Concrètement, ça va se passer comment ?

- "Bien sûr il y a le Parlement, qui est le représentant naturel des Français. Il y aura donc de grands débats parlementaires. Mais ça va aussi passer par l'organisation - que je souhaite réaliser au ministère de la Recherche - de rencontres dites " science citoyenne ", entre les chercheurs, les citoyens, les élus aussi peut-être."
Vous êtes aussi professeur de droit constitutionnel, et là je parle un peu plus de politique au membre du Gouvernement. On a vu le débat Chirac/Jospin à propos du statut de la Corse : est-ce que souvent le Président de la République pourra bloquer un projet de loi pour qu'il n'arrive pas en Conseil des ministres ?
- "Je ne crois pas parce que l'initiative des lois appartient au Premier ministre et non pas au Président de la République de par la Constitution. Retarder durablement - ce qui n'est pas le cas sans doute - l'inscription d'un projet de loi à l'ordre du jour, cela reviendrait à exercer un droit de veto sur le pouvoir d'initiative législative, reconnu au Premier ministre par la Constitution, donc je pense que nous allons sortir rapidement de cette difficulté provisoire."
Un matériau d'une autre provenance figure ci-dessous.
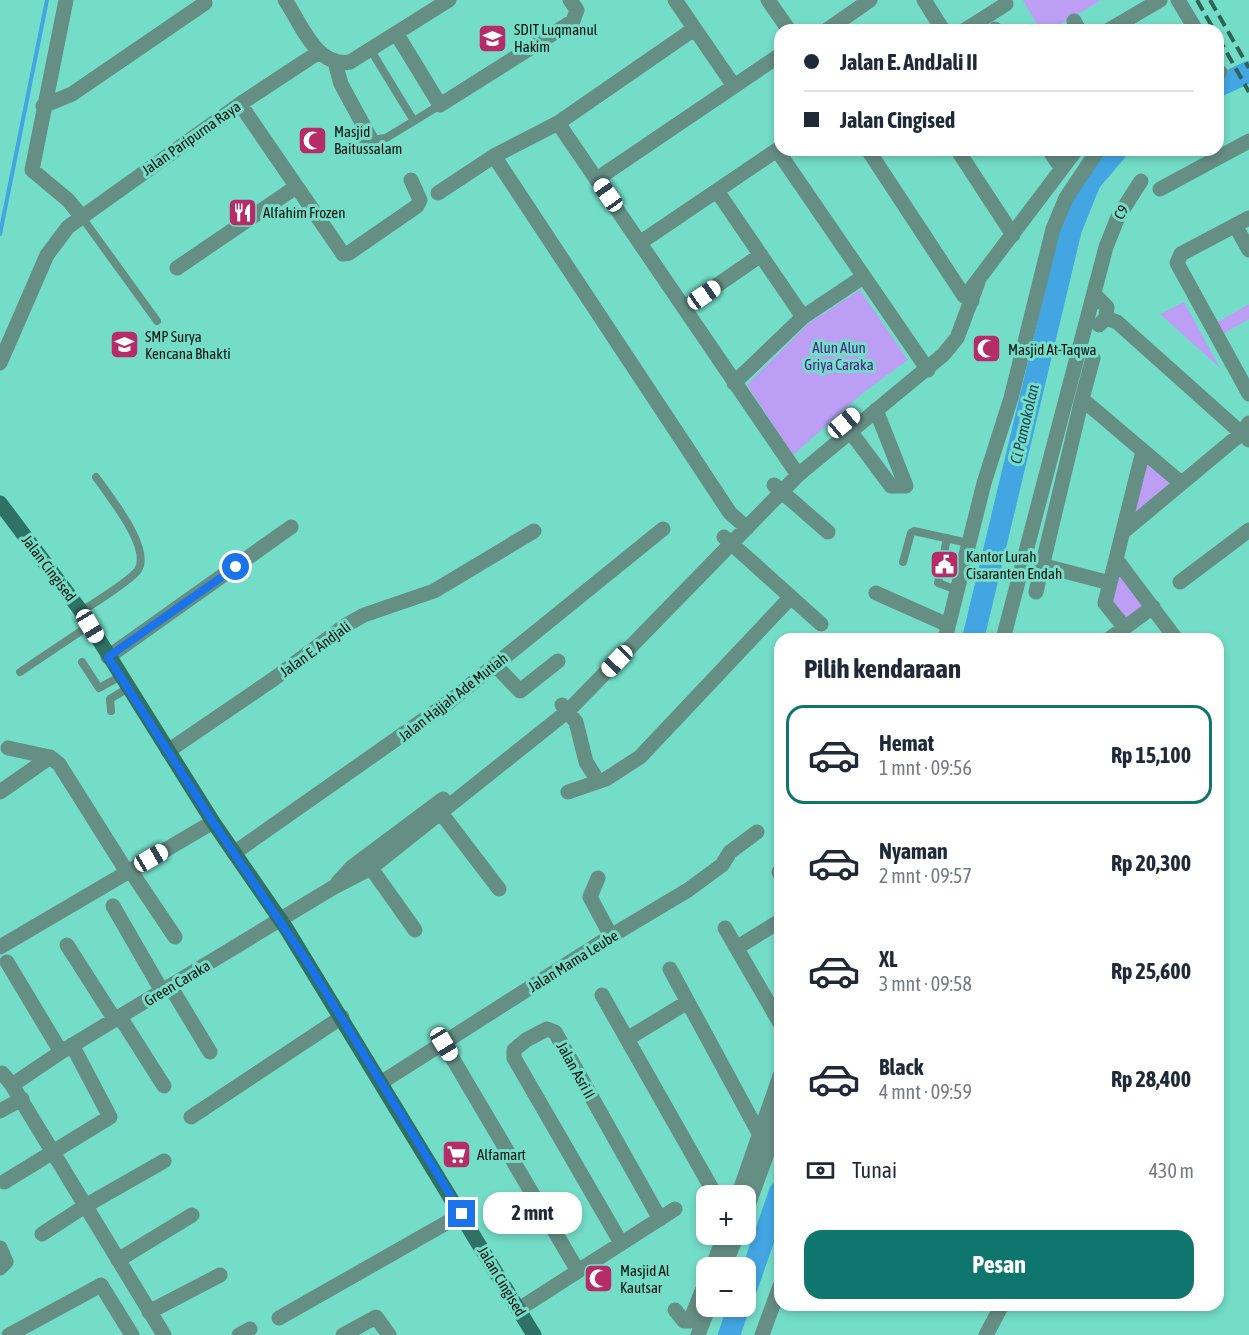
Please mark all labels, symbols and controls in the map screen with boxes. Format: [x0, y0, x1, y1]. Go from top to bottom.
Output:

Donc c'est un coup sans lendemain ?
- "Je ne porterai pas de jugement de ce type. En tous cas, plus on débattra rapidement de ce texte qui est destiné à nous faire sortir de 25 ans de désordre en Corse et retourner vers la paix civile, mieux cela vaudra. Place au débat parlementaire."
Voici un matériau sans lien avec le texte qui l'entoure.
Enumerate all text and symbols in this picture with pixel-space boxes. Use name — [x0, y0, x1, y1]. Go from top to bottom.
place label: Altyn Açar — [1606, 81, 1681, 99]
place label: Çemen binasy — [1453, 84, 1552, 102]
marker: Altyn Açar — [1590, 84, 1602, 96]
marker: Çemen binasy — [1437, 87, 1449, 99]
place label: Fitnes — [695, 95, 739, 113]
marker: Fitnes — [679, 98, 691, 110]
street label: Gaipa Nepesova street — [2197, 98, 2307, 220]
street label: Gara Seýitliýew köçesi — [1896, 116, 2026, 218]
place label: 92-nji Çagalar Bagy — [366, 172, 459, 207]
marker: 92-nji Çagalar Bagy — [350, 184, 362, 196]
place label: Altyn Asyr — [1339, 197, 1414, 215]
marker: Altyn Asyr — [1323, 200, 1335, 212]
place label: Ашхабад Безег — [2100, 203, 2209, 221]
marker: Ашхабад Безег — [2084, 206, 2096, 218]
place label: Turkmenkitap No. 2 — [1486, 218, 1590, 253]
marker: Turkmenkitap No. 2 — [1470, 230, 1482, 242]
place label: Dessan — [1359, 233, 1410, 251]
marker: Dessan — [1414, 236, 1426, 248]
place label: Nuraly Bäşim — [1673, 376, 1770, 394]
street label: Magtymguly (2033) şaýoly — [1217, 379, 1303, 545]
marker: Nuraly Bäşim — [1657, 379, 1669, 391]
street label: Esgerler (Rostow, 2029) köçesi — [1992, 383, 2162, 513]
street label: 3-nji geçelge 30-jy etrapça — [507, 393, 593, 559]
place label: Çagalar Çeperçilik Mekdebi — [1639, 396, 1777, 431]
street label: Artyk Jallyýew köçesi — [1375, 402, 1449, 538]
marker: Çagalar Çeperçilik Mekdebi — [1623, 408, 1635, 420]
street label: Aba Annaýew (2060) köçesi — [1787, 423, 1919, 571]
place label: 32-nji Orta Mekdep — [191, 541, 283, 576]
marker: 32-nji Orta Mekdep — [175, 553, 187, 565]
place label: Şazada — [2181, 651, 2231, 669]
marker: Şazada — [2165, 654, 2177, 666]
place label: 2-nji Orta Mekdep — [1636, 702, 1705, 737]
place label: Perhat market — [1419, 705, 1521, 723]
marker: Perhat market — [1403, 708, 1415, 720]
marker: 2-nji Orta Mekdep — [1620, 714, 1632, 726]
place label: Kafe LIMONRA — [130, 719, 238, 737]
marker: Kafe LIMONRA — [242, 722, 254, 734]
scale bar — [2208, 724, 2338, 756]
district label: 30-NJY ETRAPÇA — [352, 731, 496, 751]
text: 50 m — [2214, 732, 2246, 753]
Est-ce que l'année qui nous sépare de l'élection présidentielle et des législatives, va être une année où on parlera beaucoup de la réforme des institutions ? Va-t-on vers la mort des institutions de la Vème République ?
- "La mort peut-être pas, mais il y a certaines adaptations qui sont tout à fait nécessaires, notamment renforcer le rôle du Parlement, avoir des élus tout à fait disponibles, au contact direct de chacun. Nous ferons tout cela et le Gouvernement, d'ailleurs, l'a fait par des réformes comme la parité femmes/ hommes qui fait, qu'aux élections municipales, il y aura, et c'est très bien, 50% de femmes, 50% d'hommes."